In this study, the EGCG or p-EGCG was removed after one hour of viral adsorption, but still resulted in a significant inhibition of viral production by Vero cells. One potential mechanism for this inhibitory effect of EGCG and p-EGCG on the HSV-1 lytic cycle is by blocking virion entry into cells, which was observed for the effect of EGCG on HIV and influenza virus infection (Song et al. 2005; Williamson et al. 2006). Alternatively (or in addition), the virion particles could be damaged, as has been observed previously for the effect of EGCG on HSV (Isaacs et al. 2008). While these may be the dominant mechanism(s), some HSV-1 DNA persisted after infection of Vero cells with EGCG or p-EGCG treated virions serving as effective PCR templates for HSV-1 genes, suggesting some viral particles enter the cells and the genomes are replicated although no detectable plaques are formed. Therefore, p-EGCG may also affect intracellular genome trafficking, and/or virion assembly to form viable virus particles.
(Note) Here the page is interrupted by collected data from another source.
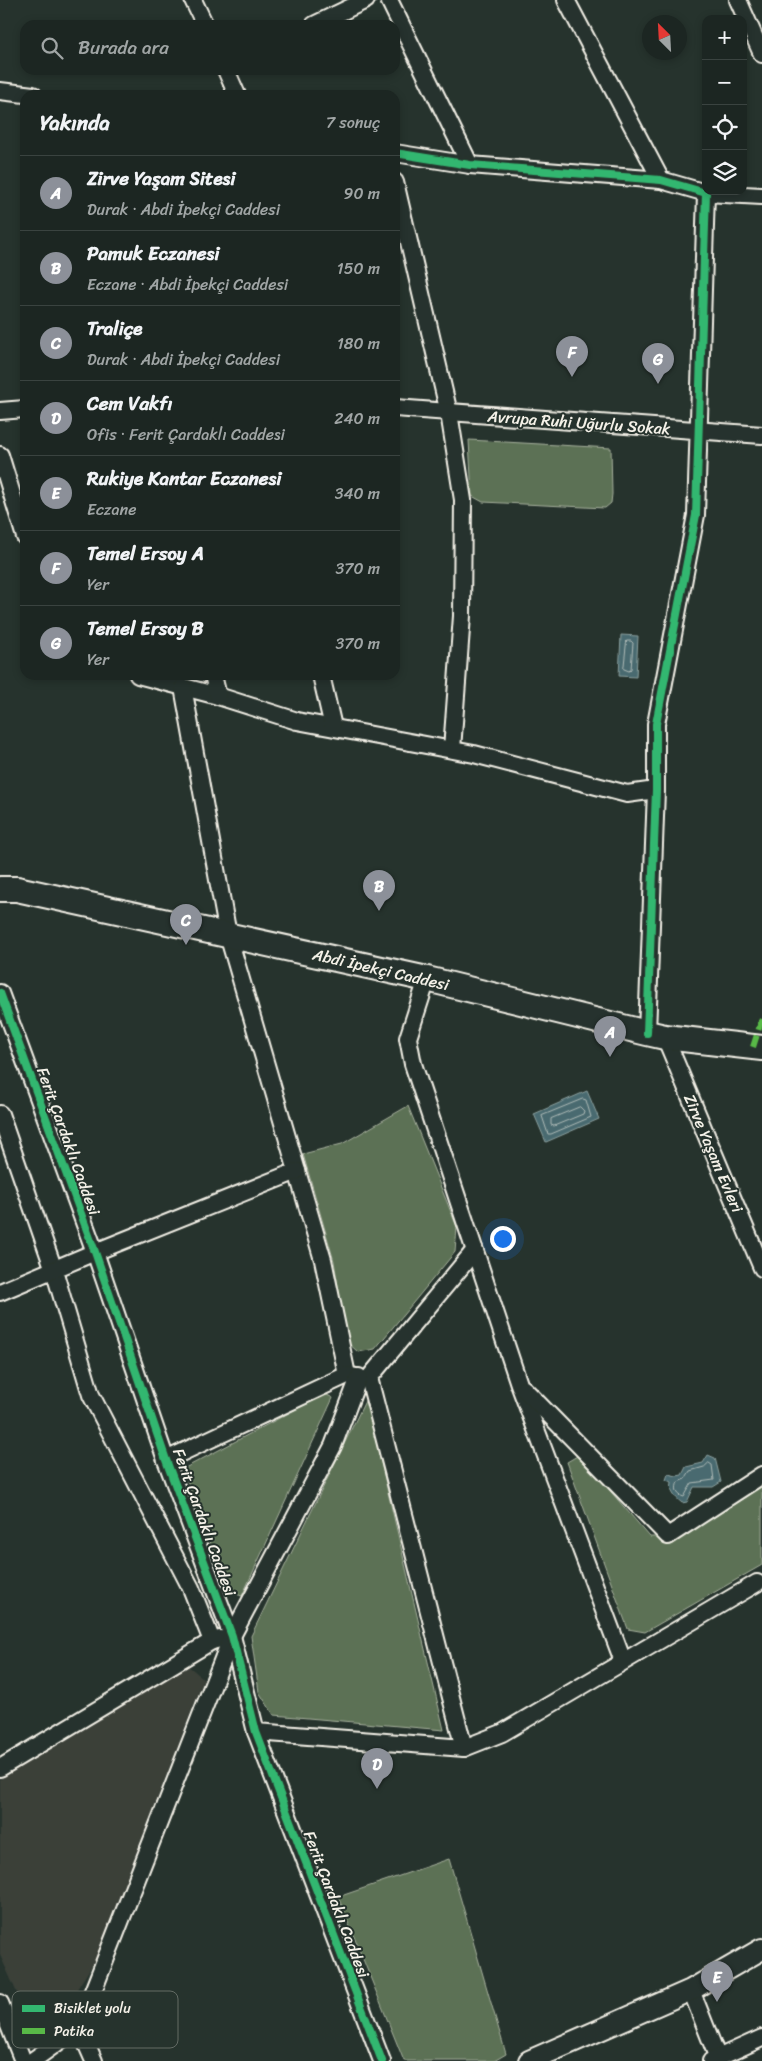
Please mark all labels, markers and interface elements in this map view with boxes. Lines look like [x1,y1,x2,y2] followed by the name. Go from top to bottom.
[642,15,687,60] north arrow
[702,15,747,195] map controls
[702,15,747,60] button: +
[20,20,400,75] search box
[78,31,169,64] text: Burada ara
[38,34,66,62] icon: search
[702,60,747,105] button: −
[40,104,110,142] text: Yakında
[702,105,747,150] button: locate
[326,108,380,137] text: 7 sonuç
[702,150,747,195] button: layers
[87,162,236,195] text: Zirve Yaşam Sitesi
[51,179,61,208] text: A
[344,179,380,208] text: 90 m
[87,195,280,224] text: Durak · Abdi İpekçi Caddesi
[87,237,220,270] text: Pamuk Eczanesi
[51,254,61,283] text: B
[337,254,380,283] text: 150 m
[87,270,288,299] text: Eczane · Abdi İpekçi Caddesi
[87,312,142,345] text: Traliçe
[51,329,61,358] text: C
[337,329,380,358] text: 180 m
[556,336,588,377] pin: F
[642,343,674,384] pin: G
[87,345,280,374] text: Durak · Abdi İpekçi Caddesi
[87,387,173,420] text: Cem Vakfı
[486,402,672,443] street label: Avrupa Ruhi Uğurlu Sokak
[51,404,61,433] text: D
[334,404,380,433] text: 240 m
[87,420,285,449] text: Ofis · Ferit Çardaklı Caddesi
[87,462,282,495] text: Rukiye Kantar Eczanesi
[52,479,60,508] text: E
[335,479,380,508] text: 340 m
[87,495,136,524] text: Eczane
[87,537,204,570] text: Temel Ersoy A
[52,554,60,583] text: F
[336,554,380,583] text: 370 m
[87,570,109,599] text: Yer
[87,612,204,645] text: Temel Ersoy B
[51,629,61,658] text: G
[336,629,380,658] text: 370 m
[87,645,109,674] text: Yer
[363,870,395,911] pin: B
[170,904,202,945] pin: C
[309,939,453,999] street label: Abdi İpekçi Caddesi
[594,1016,626,1057] pin: A
[28,1063,109,1220] street label: Ferit Çardaklı Caddesi
[675,1089,752,1218] street label: Zirve Yaşam Evleri
[490,1226,516,1252] your location
[164,1444,245,1601] street label: Ferit Çardaklı Caddesi
[361,1748,393,1789] pin: D
[295,1826,378,1983] street label: Ferit Çardaklı Caddesi
[701,1961,733,2002] pin: E
[12,1991,178,2048] legend
[54,1996,131,2021] text: Bisiklet yolu
[54,2019,94,2044] text: Patika

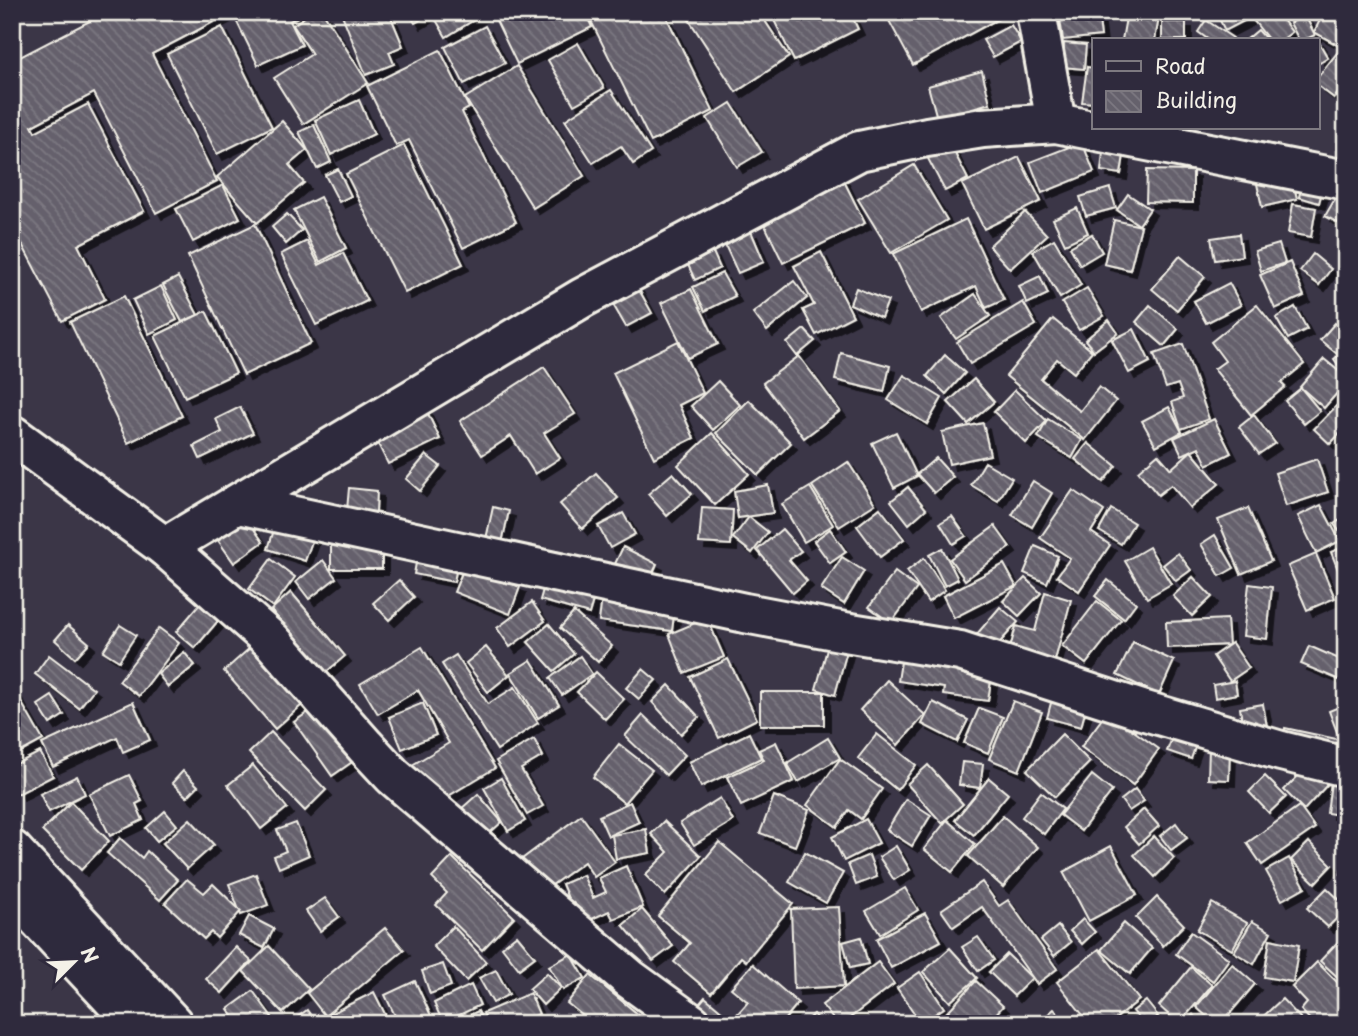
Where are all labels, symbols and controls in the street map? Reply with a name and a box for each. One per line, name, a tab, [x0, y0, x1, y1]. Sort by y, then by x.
legend	[1092, 38, 1320, 130]
text: Road	[1155, 49, 1206, 81]
text: Building	[1155, 83, 1237, 115]
north arrow	[38, 928, 108, 998]
text: N	[75, 942, 106, 967]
Further work will be required to test these possibilities and further clarify the mechanisms of action. Collectively, the results from this study demonstrate that lipophilic p-EGCG is a potent inhibitor of HSV-1 infection of epithelial cells in vitro at non-toxic doses. The fatty acid derivative is stable to air exposure, vaginal pH (Isaacs et al. 2008; Lambert et al. 2006; Sang et al. 2005; Zhu et al. 1997), and is a more effective antiviral agent against HSV-1 than EGCG. Palmitoyl-EGCG therefore offers a potentially useful approach to prevent infection by topical application on epithelial tissues. A case study has been reported recently that the topical application of lipophilic EGCG could be a potential effective treatment for HSV (Zhao et al. 2012). Use of p-EGCG could have significant public health benefits, and warrants further study in appropriate models.